I was taking a bus up to Jordanville last week, and as I was sitting in the bus station one young man was walking by and he had a black football sweatshirt on but it did not have the name of Dan Marino or anyone like that. It was a black shirt with red numerals – 666 – on the chest and sleeves and on the back it said BEELZEBUB, and a satanic symbol as well on the back. It is almost as they said in the early days, that is, that in the last days the demons will be walking around barefaced, and we are literally seeing that today. So I think that it is very important to realize that we also need people, however weak we may be in our spiritual life, who are at least making the effort to engage ourselves in the spiritual battle, especially in terms of monastic life, and trying to emulate the monastics of the past.

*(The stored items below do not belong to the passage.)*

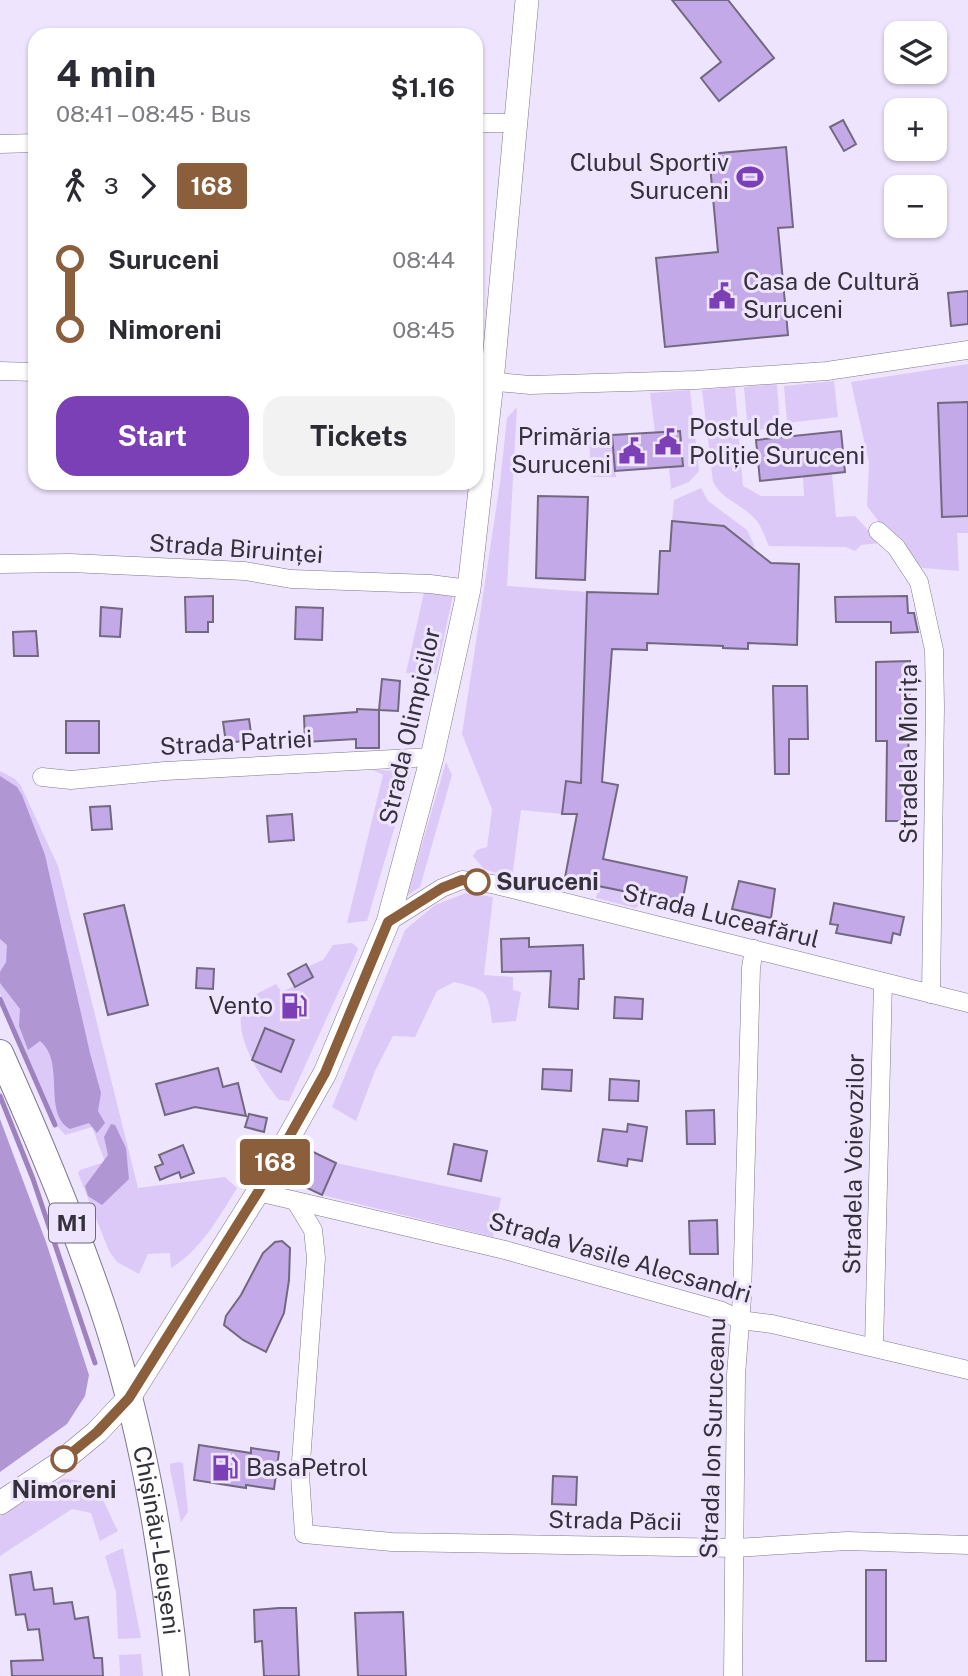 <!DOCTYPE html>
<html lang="en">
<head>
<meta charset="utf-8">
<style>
	:root { --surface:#fff; --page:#f2f2f3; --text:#2b2b33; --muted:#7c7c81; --accent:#7c40b6 }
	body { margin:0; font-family:"Public Sans",sans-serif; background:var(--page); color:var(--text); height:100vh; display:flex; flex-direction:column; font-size:26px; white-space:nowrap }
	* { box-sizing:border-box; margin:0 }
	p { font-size:23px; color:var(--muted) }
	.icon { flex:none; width:38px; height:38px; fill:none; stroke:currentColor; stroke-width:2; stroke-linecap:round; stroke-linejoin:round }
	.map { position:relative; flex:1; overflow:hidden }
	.details { position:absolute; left:28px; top:28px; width:455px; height:462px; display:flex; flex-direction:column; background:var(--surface); border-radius:21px; box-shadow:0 2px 5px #0004 }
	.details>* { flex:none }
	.badge { padding:0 14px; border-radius:5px; font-size:24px; line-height:46px }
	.fabs { position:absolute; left:884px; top:21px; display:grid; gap:14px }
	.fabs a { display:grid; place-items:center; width:63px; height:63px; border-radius:14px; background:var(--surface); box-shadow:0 2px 5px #0004; font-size:35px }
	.map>.badge { position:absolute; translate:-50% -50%; box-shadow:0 0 0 4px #fff }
	.legs { display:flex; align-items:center; gap:10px; height:77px; padding:0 28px; font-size:23px }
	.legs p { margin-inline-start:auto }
	.headline { display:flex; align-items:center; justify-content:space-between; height:119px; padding:0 28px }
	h1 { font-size:38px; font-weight:700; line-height:52px }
	.action { display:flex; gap:14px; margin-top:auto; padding:14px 28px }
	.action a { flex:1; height:80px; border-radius:21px; background:var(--accent); color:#fff; font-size:28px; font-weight:700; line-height:80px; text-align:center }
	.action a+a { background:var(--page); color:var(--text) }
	ul { padding:0 28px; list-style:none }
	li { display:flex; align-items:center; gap:24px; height:70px; font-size:26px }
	li i { display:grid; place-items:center; width:10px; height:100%; margin:0 9px; background:currentColor }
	li i::after { content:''; width:18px; height:18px; margin:-9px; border:5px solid; border-radius:50%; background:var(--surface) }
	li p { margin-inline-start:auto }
	li:first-child i { background:linear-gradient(#0000 50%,currentColor 0) }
	li:last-child i { background:linear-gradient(currentColor 50%,#0000 0) }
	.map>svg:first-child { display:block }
</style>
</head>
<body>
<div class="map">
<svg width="968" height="1676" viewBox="0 0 968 1676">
	<rect width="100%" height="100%" fill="#efe4fe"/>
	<g fill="#dcc9f7">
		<polygon points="968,364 968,533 957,533 959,571 922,568 884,528 867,506 869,463 851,382"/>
		<polygon points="834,381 838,417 787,423 784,386"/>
		<polygon points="777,384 780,428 755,430 747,421 744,387"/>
		<path d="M735 387 743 486 761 496H804L803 477 832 474 836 517 855 516 880 543 861 545 855 551 846 547 769 546C765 538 762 527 756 520 742 504 722 500 713 482L702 390Z"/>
		<polygon points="690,390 699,471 689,482 671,489 669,467 683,466 680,431 655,432 650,393"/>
		<polygon points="517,407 507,586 587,592 581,783 566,781 562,814 521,810 512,878 484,869 473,856 477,850 487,847 492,809 462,734 500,483 507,418"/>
		<polygon points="612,435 616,477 591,477 589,436"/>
		<polygon points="701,488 708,501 747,530 755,547 750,546 723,526 672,521 674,500"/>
		<polygon points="425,588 453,595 436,674 406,673"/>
		<polygon points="446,762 452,775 420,887 407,896"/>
		<polygon points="373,770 411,771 367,921 347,923 383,775"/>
		<path d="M0 771 15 779 21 786 58 866 138 1188 225 1177 237 1188C219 1217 201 1250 171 1268L170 1253 148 1254 139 1274 117 1262 109 1251 78 1173 80 1170 105 1162 92 1127 65 1135 58 1127 0 993Z"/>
		<polygon points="598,886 655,897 635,908 596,898"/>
		<path d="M466 893 493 897 484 975 513 977V990L521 992 516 1021 492 1023C488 989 486 990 454 982L437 991 415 1037 393 1036 375 1071 356 1121 332 1107 405 930 435 905Z"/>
		<path d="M352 943 358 948 356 954 289 1101 279 1100C262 1080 225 1026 248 1001 255 993 267 989 276 984L282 992 312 977 307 967 323 960 333 945Z"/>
		<polygon points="336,1163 501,1198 493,1237 322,1195"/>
		<polygon points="178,1462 183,1463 188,1512 181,1522 170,1469 170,1464"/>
		<path d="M63 1479C102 1480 102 1501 118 1531L100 1541 91 1513 72 1509 0 1556V1516Z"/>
		<polygon points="123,1548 141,1638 118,1639 116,1592 105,1556"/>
		<polygon points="141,1654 143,1676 120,1676 119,1655"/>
	</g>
	<g fill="#b196d4">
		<path d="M0 776 17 787 22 795 45 855 54 895 90 1053 101 1093 98 1111 105 1123 97 1133 89 1123 70 1129C42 1113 66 1062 40 1041L28 1050 19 1026 20 1009 0 983V972L6 962 7 945 0 939Z"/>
		<polygon points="0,1119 46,1242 89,1375 85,1396 67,1424 0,1472"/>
		<polygon points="111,1124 115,1125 126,1148 129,1179 102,1205 88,1196 85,1186 108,1155 104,1137"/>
	</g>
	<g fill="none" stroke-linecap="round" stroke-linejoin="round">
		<g stroke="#9d82be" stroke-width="5">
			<polyline points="0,999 55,1125"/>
			<polyline points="0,1096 33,1179 95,1363"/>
		</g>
	</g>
	<g fill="#c4a9e8" stroke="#72687f" stroke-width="2">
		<polygon points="672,0 728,0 774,58 719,101 701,78 721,62"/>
		<polygon points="843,120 856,144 844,151 830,127"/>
		<polygon points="786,147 793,227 778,228 788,335 665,347 656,258 718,252 709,154"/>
		<polygon points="968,291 968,324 951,326 948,293"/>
		<polygon points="968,402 968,516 942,517 938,403"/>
		<polygon points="680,431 683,466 615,471 612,435"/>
		<polygon points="841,431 845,472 760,481 756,440"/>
		<polygon points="538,496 588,497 585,580 536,578"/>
		<polygon points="672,521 724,526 771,563 799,564 797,645 748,643 748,649 723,648 723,646 647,643 647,650 612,649 602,782 618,785 603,859 687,877 682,903 598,886 597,890 564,883 577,814 562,814 566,781 581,783 587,592 658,594 660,551 670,551"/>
		<polygon points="213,596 213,622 208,622 208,632 186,632 185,597"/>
		<polygon points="907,596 908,613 914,613 918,632 891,633 891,622 836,622 835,597"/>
		<polygon points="101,607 122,609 120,637 100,636"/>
		<polygon points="296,607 323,608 322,640 295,639"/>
		<polygon points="36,631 38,656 14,656 13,632"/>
		<polygon points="910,661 907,821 886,821 887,741 876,741 876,662"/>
		<polygon points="382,679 400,681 398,711 379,710"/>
		<polygon points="773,686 807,686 808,739 789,739 789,774 775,774"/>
		<polygon points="357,709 379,710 379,748 356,748 356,739 305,742 304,716 357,712"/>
		<polygon points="249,719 252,740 226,743 223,722"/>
		<rect x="66" y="721" width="33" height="32"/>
		<polygon points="110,806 112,829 92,830 90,807"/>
		<polygon points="292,814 294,840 269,842 267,816"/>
		<polygon points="739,881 775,889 771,918 732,909"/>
		<polygon points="834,903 904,917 900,935 893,933 891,943 836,933 838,925 830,924"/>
		<polygon points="124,905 148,1005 108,1015 84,914"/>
		<polygon points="529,938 529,947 583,945 584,979 579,979 578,1009 549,1007 551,971 502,972 501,939"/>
		<polygon points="306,964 313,977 295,987 288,974"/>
		<polygon points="197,968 214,969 213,989 196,988"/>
		<polygon points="615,997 643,999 642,1019 614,1018"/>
		<polygon points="265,1028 294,1040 281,1072 252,1060"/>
		<polygon points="218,1068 223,1087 238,1083 246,1116 195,1107 165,1115 156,1084"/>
		<polygon points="543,1069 572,1070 571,1091 542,1089"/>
		<polygon points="610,1079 639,1081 638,1101 609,1100"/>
		<polygon points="714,1110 715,1144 687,1144 686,1111"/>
		<polygon points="249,1114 267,1118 264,1132 245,1127"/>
		<polygon points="628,1124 647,1127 642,1161 628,1159 627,1166 598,1161 603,1129 627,1132"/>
		<polygon points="454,1144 487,1151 481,1181 448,1174"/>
		<polygon points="183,1145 194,1173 181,1178 179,1172 160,1180 155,1167 163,1164 159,1155"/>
		<polygon points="305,1148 336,1163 322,1195 290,1180"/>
		<polygon points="717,1220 718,1254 690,1254 689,1221"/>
		<polygon points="282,1241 290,1248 289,1280 284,1313 266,1352 243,1340 224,1325 226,1316 241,1295 263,1253 275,1242"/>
		<polygon points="199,1445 251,1453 251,1448 279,1452 274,1489 246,1485 246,1488 194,1480"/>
		<polygon points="553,1476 577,1477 576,1505 552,1504"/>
		<rect x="866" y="1570" width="20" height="91"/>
		<polygon points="31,1572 34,1590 52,1588 54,1604 72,1602 75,1619 88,1617 94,1658 102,1658 103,1676 12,1676 11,1661 43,1660 39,1629 28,1630 25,1614 16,1615 10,1575"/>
		<polygon points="279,1608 296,1608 299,1676 264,1676 262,1641 255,1642 254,1610"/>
		<polygon points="403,1612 406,1676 358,1676 355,1613"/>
	</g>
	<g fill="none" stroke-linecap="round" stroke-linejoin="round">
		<g stroke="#7f768d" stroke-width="19">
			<g id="minor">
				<polyline points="476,123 515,123"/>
				<polyline points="0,144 35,143"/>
				<polyline points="0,371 35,372"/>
				<polyline points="476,380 530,385 696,380 827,371 968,350"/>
				<polyline points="878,531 896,547 919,582 934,650 935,707 931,994"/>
				<polyline points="0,564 70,563 245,571 291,579 430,584 469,589"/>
				<polyline points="42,777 71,780 165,771 432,757"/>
				<polyline points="388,922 442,888 462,880 492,884 968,1003"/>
				<polyline points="258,1192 505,1250 722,1311 740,1320 772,1324 968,1370"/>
				<polyline points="296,1202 313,1230 316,1258 300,1475 304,1534 392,1542 735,1548 847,1541 968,1545"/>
				<polyline points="874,1347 883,982"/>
				<polyline points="733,1676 736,1375 742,1297 751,968 754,949"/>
			</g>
		</g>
		<g stroke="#7f768d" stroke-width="24">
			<polyline id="major" points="0,1503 57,1465 97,1432 129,1398 258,1192 325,1073 388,922 432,757 469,589 492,382 527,0"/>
		</g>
		<g stroke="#7f768d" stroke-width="28">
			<g id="highway">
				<path id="s1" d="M0 1053C37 1135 72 1218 101 1303 142 1423 163 1550 176 1676"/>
			</g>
		</g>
		<use href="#minor" stroke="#fff" stroke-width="18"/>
		<use href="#major" stroke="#fff" stroke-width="23"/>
		<use href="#highway" stroke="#fff" stroke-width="26"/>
	</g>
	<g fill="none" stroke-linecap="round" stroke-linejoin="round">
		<g stroke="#fff" stroke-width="16">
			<polyline id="line-1" points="64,1459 97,1432 129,1398 258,1192 325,1073 388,922 442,888 462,880 477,882"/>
		</g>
		<use href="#line-1" stroke="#8b5e3c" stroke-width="10"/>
	</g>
	<defs>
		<g id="stadium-bare" transform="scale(2.1)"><path d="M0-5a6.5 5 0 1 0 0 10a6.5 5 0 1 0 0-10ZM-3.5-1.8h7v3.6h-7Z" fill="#7c40b6" stroke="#efe4fe" stroke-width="2.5" paint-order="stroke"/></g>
		<g id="civic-bare" transform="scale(2.1)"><path d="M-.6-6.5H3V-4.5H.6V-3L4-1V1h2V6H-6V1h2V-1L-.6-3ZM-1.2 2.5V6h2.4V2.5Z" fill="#7c40b6" stroke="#efe4fe" stroke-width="2.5" paint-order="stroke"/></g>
		<g id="fuel-bare" transform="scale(2.1)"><path d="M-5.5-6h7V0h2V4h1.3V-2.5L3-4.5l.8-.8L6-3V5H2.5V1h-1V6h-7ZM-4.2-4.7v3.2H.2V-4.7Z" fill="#7c40b6" stroke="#efe4fe" stroke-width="2.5" paint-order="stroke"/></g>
	</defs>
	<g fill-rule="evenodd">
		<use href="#stadium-bare" x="750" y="177"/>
		<use href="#civic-bare" x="722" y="296"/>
		<use href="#civic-bare" x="668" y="442"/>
		<use href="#civic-bare" x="632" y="451"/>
		<use href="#fuel-bare" x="294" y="1006"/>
		<use href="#fuel-bare" x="225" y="1468"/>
	</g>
	<g fill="#fff" stroke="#8b5e3c" stroke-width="3.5">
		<circle cx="477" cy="882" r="12"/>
		<circle cx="64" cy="1459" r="12"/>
	</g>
	<g text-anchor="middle" stroke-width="6" stroke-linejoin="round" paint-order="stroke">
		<rect fill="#efe4fe" stroke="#6d6776" stroke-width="2" x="49" y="1203.5" width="46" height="39" rx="5"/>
		<g font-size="23" font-weight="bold" fill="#35313b">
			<text x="72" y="1231">M1</text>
		</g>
		<g font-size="24" fill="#35313b" stroke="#efe4fe" text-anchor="end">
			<text x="729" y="171">Clubul Sportiv<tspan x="729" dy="28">Suruceni</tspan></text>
			<text x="743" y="290" text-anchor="start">Casa de Cultură<tspan x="743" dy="28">Suruceni</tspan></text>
			<text x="689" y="436" text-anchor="start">Postul de<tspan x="689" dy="28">Poliție Suruceni</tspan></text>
			<text x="611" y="445">Primăria<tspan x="611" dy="28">Suruceni</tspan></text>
			<text x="273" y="1014">Vento</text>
			<text x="246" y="1476" text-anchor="start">BasaPetrol</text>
		</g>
		<g font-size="24" fill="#35313b" stroke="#efe4fe">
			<text transform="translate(236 549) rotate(4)" y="8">Strada Biruinței</text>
			<text transform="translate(410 726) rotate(-77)" y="8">Strada Olimpicilor</text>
			<text transform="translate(236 743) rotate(-3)" y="8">Strada Patriei</text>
			<text transform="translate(909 754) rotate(-90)" y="8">Stradela Miorița</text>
			<text transform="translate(721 916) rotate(14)" y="8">Strada Luceafărul</text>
			<text transform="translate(854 1164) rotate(-89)" y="8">Stradela Voievozilor</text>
			<text transform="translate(620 1258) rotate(16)" y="8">Strada Vasile Alecsandri</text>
			<text transform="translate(713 1438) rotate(-88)" y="8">Strada Ion Suruceanu</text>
			<text transform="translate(615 1521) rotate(1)" y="8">Strada Păcii</text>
			<text dy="8" stroke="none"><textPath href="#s1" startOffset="514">Chișinău-Leușeni</textPath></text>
		</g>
		<g font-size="24" font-weight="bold" fill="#35313b" stroke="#efe4fe" text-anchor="start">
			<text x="496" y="890">Suruceni</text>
			<text x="64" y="1498" text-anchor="middle">Nimoreni</text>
		</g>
	</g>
</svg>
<div class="fabs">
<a><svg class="icon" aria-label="layers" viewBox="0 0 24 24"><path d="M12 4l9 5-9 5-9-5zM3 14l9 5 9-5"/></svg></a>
<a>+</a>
<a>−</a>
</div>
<b class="badge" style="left:275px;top:1162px;background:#8b5e3c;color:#fff">168</b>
<section class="details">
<div class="headline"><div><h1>4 min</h1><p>08:41 – 08:45 · Bus</p></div><b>$1.16</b></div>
<div class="legs"><svg class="icon" aria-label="walk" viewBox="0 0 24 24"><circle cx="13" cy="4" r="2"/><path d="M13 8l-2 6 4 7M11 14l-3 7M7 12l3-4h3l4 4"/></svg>3<svg class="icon" aria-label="forward" viewBox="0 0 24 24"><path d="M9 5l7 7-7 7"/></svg><b class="badge" style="background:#8b5e3c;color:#fff">168</b></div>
<ul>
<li><i style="color:#8b5e3c"></i><b>Suruceni</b><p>08:44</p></li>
<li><i style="color:#8b5e3c"></i><b>Nimoreni</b><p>08:45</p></li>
</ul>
<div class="action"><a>Start</a><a>Tickets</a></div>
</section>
</div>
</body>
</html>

Those are some of my thoughts. I just want to say that my prayer for each of you is that, whatever course you take in life, may you be guided by a living faith in the resurrected Lord Jesus Christ and strive always to do His will. May God bless you and guide you to His eternal Kingdom.


In the spring of 1999, Sister Anastasia was tonsured to the riassophore and given the name Maria, in honor of the sister of Lazarus. She fulfills various obediences at the Bethany community, an affiliate of the Gethsemane Convent in Jerusalem.